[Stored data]
==========

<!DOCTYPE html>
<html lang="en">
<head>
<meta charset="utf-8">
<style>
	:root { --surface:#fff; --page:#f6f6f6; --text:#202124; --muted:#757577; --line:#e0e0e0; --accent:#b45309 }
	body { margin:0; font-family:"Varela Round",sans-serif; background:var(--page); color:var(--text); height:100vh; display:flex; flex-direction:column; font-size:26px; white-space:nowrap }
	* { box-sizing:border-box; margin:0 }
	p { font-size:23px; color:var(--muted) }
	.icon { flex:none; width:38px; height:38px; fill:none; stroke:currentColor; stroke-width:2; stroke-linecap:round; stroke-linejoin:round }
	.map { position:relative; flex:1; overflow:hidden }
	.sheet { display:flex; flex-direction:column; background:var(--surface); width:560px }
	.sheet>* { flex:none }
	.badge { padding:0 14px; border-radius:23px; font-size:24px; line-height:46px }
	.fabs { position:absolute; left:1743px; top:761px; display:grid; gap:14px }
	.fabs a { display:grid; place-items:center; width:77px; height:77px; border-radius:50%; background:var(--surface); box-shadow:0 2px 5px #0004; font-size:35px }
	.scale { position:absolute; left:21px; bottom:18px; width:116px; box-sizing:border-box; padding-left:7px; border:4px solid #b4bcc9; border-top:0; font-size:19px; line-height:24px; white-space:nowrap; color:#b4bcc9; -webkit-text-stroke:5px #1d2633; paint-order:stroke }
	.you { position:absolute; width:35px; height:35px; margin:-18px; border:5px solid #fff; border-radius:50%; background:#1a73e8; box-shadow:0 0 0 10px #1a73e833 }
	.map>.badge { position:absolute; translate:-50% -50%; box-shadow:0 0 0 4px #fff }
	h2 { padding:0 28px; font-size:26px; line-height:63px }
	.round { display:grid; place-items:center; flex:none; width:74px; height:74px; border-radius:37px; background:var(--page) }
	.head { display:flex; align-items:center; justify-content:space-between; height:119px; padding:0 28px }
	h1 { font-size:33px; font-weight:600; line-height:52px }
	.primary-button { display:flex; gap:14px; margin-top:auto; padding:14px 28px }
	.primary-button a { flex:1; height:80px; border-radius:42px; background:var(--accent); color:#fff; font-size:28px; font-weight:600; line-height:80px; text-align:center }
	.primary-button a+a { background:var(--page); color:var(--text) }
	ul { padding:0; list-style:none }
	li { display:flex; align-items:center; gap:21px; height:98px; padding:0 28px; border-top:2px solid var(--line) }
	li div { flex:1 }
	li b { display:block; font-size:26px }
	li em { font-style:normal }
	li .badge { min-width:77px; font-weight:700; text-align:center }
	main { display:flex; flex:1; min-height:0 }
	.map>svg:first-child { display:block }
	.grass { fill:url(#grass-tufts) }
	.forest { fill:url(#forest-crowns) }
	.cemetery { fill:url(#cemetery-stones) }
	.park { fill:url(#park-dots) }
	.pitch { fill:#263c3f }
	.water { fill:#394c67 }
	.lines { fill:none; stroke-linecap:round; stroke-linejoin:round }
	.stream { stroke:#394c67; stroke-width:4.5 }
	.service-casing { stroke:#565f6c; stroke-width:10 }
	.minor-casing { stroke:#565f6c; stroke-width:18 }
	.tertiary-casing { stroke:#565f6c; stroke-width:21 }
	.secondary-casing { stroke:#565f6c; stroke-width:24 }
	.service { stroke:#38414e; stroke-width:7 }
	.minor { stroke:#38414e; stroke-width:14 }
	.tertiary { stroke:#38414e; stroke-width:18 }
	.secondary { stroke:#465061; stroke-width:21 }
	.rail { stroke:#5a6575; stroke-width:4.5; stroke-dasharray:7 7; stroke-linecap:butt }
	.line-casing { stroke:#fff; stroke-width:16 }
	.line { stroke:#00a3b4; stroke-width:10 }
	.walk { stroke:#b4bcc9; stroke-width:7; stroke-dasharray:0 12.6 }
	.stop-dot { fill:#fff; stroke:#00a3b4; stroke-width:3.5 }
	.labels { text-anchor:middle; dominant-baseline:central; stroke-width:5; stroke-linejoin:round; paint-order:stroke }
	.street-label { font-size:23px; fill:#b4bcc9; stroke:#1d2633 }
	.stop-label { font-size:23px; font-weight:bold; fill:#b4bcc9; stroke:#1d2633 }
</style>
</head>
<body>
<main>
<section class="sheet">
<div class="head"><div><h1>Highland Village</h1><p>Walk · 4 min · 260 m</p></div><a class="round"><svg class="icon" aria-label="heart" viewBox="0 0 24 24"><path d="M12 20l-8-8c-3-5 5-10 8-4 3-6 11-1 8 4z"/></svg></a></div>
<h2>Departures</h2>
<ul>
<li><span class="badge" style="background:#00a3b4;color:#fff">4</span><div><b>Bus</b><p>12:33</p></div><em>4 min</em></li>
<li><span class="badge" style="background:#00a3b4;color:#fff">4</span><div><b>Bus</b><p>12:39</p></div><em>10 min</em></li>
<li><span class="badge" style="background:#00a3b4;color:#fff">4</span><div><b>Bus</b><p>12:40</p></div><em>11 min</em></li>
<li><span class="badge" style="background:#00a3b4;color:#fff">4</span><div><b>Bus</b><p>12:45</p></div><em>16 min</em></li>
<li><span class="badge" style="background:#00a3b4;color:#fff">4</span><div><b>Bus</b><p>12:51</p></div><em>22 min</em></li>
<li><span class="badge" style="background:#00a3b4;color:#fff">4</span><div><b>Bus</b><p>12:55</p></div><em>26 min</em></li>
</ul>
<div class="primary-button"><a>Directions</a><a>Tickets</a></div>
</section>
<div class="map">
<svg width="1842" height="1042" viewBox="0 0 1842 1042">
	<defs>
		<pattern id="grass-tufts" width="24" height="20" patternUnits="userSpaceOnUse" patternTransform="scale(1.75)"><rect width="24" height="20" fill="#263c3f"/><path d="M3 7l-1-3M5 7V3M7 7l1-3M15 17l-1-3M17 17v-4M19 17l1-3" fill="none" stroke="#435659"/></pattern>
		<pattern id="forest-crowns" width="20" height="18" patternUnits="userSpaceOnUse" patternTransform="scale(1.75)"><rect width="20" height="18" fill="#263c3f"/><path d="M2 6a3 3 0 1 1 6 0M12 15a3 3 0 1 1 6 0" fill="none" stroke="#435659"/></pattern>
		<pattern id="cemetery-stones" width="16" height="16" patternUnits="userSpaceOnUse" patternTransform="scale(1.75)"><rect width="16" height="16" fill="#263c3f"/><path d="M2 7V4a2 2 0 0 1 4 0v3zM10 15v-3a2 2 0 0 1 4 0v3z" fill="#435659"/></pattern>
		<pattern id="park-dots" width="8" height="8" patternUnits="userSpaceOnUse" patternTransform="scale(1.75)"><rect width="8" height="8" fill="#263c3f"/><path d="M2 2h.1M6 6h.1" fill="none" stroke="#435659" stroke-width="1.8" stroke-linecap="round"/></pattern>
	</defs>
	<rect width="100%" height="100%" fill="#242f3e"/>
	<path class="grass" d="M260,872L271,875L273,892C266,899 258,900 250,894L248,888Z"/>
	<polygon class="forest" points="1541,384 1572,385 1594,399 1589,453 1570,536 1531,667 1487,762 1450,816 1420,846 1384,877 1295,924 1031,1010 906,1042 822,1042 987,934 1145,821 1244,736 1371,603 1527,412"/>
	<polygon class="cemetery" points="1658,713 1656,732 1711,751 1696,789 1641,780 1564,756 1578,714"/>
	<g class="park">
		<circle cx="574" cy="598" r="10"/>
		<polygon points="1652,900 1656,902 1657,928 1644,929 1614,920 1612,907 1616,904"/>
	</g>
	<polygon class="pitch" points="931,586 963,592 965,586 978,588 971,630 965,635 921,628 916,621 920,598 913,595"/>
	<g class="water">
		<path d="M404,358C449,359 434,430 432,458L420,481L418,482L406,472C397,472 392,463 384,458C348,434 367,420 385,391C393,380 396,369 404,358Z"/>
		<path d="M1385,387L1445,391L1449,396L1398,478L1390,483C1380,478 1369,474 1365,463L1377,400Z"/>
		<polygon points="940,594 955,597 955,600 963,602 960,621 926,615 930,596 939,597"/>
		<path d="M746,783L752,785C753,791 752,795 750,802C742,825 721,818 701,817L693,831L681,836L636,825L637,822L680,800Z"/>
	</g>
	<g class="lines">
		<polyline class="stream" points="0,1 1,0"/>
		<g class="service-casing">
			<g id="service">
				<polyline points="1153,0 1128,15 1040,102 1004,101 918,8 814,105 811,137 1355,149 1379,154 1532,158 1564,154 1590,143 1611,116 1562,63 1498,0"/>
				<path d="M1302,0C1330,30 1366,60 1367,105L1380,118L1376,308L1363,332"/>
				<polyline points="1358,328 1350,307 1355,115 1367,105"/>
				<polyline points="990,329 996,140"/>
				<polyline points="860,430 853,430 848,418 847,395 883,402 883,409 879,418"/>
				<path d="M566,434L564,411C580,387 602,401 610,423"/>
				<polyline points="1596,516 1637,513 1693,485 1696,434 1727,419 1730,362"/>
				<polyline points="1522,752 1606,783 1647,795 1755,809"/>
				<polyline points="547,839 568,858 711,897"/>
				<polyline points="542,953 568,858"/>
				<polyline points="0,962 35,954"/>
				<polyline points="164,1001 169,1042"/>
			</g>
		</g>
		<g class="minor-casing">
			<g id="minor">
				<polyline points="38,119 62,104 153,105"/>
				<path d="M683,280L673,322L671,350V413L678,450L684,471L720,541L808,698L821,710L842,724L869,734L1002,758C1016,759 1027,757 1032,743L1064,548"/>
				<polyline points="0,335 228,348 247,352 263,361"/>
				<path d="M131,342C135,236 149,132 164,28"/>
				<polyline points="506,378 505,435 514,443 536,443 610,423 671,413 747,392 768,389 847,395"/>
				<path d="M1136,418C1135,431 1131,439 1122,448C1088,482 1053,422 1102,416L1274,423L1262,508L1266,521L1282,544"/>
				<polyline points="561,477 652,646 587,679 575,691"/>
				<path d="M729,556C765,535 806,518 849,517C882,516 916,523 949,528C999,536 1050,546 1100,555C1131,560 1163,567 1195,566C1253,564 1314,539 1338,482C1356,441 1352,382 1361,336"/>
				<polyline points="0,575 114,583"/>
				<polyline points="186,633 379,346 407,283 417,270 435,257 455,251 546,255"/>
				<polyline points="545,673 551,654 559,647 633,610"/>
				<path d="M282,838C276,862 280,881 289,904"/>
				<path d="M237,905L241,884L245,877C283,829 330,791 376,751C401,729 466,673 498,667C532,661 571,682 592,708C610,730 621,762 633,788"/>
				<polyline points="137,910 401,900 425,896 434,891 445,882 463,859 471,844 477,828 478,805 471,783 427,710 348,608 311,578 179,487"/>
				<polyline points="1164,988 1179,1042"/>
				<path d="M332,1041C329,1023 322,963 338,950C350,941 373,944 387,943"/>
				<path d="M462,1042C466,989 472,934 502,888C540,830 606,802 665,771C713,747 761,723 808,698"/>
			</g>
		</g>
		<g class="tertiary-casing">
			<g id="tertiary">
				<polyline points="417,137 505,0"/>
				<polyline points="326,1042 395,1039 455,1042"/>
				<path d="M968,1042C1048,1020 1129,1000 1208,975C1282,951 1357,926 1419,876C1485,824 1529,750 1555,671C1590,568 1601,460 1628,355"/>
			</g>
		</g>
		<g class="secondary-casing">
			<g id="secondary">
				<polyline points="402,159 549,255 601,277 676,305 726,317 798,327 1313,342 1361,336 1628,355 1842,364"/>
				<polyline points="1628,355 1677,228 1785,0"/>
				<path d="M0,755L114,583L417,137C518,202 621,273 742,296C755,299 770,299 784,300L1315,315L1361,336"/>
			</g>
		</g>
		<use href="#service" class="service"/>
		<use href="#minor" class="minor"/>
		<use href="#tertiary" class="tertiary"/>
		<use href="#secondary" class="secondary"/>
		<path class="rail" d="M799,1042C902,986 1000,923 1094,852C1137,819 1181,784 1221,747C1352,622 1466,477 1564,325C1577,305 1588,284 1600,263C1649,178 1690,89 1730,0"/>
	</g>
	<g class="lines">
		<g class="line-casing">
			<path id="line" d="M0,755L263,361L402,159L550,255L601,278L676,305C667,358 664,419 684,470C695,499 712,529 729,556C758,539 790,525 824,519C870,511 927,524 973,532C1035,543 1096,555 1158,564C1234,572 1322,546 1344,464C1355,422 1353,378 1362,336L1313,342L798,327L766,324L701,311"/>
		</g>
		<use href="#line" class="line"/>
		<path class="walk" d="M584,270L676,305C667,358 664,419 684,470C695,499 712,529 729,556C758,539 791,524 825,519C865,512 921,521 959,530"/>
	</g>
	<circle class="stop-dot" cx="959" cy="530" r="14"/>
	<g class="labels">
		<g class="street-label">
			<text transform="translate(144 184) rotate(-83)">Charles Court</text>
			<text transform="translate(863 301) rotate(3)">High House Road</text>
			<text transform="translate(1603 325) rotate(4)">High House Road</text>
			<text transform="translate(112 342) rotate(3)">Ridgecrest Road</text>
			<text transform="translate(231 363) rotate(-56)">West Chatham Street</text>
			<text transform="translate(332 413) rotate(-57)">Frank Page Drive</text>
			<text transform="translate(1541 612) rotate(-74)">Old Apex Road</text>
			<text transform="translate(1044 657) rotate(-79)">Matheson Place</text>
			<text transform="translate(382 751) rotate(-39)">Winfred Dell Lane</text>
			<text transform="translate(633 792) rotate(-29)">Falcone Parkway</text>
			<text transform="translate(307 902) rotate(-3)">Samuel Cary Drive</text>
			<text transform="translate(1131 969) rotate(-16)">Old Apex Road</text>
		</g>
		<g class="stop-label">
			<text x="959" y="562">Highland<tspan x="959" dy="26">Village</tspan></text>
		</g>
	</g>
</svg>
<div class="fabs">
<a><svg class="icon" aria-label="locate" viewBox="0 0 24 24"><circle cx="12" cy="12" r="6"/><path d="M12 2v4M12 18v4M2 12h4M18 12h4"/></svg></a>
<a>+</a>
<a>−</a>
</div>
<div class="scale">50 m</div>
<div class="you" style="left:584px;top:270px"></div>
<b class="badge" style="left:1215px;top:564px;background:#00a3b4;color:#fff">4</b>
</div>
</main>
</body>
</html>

==========

ACTION ITEM: All lines of the records containing "labels" should be shown.

RESPONSE AREA:
	.labels { text-anchor:middle; dominant-baseline:central; stroke-width:5; stroke-linejoin:round; paint-order:stroke }
	<g class="labels">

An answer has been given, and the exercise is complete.